EXERCISE PROMPT: Copy out the lines of the records below, and only those lines, from the one with "translate:-50% -50%; white-space:nowrap;" through the one with "translate:-100% -50%; text-align:right", exactly as they appear.

DATA LISTING:
▬▬▬▬▬▬
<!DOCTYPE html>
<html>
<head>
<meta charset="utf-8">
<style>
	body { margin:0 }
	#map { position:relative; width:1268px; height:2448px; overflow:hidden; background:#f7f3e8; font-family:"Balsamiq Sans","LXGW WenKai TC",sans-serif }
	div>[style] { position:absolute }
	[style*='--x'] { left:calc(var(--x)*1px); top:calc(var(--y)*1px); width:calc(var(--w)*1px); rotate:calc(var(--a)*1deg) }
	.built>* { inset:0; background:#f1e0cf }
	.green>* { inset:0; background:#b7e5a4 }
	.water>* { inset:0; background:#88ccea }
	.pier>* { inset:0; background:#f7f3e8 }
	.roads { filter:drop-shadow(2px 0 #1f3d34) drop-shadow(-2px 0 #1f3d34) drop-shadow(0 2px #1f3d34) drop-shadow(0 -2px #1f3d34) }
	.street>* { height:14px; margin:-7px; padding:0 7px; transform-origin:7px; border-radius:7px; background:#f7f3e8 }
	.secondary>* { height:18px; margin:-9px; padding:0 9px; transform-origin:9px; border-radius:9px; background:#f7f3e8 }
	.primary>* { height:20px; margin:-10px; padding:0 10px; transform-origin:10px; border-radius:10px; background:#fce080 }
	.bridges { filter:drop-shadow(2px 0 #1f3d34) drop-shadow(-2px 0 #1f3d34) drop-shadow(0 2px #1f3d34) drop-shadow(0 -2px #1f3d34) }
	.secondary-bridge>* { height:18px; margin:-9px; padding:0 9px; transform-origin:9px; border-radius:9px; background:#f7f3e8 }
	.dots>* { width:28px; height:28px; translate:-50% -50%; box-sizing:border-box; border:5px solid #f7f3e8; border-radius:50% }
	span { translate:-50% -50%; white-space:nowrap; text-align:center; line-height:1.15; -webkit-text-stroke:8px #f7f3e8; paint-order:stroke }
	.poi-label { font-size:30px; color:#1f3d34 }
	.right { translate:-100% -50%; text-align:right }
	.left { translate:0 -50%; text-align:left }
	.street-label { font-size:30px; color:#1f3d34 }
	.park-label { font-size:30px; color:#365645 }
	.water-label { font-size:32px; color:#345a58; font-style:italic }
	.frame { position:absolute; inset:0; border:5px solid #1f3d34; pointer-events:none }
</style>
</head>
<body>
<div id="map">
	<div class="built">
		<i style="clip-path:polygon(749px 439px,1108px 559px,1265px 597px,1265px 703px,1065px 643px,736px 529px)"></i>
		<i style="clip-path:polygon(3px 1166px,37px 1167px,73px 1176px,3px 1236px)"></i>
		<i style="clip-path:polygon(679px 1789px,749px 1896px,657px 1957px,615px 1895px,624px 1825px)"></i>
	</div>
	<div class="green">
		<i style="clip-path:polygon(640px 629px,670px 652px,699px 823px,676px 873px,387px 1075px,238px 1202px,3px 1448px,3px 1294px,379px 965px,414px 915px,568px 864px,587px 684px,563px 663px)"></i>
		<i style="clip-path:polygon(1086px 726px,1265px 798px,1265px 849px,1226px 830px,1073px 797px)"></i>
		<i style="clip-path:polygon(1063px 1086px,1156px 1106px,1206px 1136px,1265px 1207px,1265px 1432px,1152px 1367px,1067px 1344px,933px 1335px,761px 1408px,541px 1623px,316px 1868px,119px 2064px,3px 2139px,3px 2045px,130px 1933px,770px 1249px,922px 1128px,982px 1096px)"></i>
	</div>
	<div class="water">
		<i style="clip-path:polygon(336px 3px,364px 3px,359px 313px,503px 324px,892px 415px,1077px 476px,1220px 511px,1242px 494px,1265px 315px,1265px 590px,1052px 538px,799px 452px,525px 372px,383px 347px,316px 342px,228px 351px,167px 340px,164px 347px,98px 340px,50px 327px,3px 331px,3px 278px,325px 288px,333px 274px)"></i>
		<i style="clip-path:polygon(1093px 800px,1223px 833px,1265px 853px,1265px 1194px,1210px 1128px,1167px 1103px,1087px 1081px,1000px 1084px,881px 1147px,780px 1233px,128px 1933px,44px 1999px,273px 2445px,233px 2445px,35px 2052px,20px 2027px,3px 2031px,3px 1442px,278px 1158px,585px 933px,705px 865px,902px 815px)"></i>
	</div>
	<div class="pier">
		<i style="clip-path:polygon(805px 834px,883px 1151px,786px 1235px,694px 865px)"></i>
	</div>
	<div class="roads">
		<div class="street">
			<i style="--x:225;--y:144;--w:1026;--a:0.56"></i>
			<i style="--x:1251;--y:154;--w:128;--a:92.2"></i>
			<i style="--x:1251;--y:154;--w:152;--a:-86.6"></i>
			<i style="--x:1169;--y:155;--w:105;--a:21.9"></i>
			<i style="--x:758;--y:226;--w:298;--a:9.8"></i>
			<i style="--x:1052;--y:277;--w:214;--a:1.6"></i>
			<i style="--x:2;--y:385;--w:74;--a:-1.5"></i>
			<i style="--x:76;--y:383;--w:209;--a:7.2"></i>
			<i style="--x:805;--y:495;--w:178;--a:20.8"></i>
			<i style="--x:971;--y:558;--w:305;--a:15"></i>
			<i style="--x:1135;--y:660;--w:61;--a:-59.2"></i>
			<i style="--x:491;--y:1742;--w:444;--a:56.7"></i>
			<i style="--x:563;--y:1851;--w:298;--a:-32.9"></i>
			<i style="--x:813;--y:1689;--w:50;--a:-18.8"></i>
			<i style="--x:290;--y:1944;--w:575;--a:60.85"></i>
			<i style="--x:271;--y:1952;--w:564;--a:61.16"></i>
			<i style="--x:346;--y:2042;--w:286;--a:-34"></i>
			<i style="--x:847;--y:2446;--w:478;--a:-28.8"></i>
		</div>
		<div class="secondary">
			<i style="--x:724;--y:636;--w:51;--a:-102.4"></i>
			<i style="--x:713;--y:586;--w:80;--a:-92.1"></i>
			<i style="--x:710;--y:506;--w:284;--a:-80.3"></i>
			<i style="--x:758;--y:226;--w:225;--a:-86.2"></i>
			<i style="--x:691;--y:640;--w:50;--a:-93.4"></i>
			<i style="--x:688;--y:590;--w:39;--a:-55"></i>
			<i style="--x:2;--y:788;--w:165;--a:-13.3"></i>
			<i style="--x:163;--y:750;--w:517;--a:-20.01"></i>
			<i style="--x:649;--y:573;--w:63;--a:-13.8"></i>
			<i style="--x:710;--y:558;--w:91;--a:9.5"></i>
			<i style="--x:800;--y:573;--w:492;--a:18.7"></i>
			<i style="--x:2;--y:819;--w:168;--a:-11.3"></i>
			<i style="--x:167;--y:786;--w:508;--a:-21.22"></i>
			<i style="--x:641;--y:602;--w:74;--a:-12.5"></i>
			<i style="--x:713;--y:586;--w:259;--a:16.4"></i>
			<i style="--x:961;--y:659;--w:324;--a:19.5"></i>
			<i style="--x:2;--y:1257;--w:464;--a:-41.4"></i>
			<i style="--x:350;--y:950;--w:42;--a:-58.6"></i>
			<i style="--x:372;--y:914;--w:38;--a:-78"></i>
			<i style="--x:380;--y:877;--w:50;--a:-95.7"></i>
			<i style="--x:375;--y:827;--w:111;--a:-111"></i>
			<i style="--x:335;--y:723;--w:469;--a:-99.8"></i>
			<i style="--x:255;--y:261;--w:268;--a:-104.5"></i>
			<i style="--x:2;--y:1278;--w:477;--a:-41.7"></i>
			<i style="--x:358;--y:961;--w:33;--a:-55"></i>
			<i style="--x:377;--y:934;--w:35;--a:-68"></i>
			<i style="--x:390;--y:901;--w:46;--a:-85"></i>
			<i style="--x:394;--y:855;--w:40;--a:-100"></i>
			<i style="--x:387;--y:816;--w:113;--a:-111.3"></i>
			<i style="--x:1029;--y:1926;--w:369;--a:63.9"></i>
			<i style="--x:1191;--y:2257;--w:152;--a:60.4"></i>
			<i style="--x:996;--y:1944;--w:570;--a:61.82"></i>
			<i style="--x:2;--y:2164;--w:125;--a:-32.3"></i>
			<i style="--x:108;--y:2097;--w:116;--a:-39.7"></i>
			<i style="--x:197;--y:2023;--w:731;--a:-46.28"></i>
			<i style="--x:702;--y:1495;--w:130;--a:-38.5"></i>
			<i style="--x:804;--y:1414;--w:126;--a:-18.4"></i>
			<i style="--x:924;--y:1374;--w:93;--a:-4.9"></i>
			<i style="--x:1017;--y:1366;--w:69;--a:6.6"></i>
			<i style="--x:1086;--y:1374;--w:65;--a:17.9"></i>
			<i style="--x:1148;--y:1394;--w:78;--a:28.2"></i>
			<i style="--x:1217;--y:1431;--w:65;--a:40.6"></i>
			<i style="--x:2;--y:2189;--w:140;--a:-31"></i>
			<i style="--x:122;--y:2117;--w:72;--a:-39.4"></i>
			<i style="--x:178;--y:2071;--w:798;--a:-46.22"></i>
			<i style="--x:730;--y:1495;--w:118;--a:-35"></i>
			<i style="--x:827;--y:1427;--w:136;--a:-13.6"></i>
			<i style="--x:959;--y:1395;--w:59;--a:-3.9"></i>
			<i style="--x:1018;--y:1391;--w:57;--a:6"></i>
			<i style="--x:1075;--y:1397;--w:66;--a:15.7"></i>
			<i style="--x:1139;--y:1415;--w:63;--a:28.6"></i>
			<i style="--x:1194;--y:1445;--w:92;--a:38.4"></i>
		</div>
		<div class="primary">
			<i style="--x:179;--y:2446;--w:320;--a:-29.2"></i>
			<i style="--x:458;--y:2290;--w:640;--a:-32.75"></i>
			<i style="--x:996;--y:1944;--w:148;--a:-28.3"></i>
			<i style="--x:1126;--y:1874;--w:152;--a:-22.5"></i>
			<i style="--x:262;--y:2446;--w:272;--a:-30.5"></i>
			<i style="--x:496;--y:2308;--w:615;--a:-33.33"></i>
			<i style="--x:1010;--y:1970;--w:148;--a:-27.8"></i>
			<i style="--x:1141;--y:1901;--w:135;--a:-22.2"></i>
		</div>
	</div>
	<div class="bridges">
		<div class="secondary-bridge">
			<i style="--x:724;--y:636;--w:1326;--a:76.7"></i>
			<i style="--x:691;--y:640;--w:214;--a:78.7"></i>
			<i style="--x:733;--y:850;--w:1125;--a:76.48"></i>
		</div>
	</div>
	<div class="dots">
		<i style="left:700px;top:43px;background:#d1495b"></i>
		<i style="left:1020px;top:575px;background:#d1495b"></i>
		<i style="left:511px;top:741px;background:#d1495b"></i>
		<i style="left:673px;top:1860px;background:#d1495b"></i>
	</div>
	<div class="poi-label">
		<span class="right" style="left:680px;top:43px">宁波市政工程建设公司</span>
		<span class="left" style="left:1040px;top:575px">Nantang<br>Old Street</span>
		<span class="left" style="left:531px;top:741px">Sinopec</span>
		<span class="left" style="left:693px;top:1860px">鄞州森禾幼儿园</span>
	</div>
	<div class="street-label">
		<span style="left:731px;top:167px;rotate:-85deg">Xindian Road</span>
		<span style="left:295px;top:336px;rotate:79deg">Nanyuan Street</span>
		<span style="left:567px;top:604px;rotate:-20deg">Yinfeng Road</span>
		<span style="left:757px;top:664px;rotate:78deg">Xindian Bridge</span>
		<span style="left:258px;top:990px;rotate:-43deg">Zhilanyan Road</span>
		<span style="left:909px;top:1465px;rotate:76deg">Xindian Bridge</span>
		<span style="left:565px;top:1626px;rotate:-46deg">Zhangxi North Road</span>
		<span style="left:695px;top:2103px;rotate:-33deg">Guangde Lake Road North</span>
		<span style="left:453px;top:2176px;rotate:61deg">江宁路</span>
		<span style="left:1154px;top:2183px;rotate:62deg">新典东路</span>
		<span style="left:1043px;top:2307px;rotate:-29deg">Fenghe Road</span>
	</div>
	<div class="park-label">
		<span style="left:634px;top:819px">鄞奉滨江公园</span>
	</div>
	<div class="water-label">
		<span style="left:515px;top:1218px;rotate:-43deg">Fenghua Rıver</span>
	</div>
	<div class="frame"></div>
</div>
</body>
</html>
▬▬▬▬▬▬
REPLY:
	span { translate:-50% -50%; white-space:nowrap; text-align:center; line-height:1.15; -webkit-text-stroke:8px #f7f3e8; paint-order:stroke }
	.poi-label { font-size:30px; color:#1f3d34 }
	.right { translate:-100% -50%; text-align:right }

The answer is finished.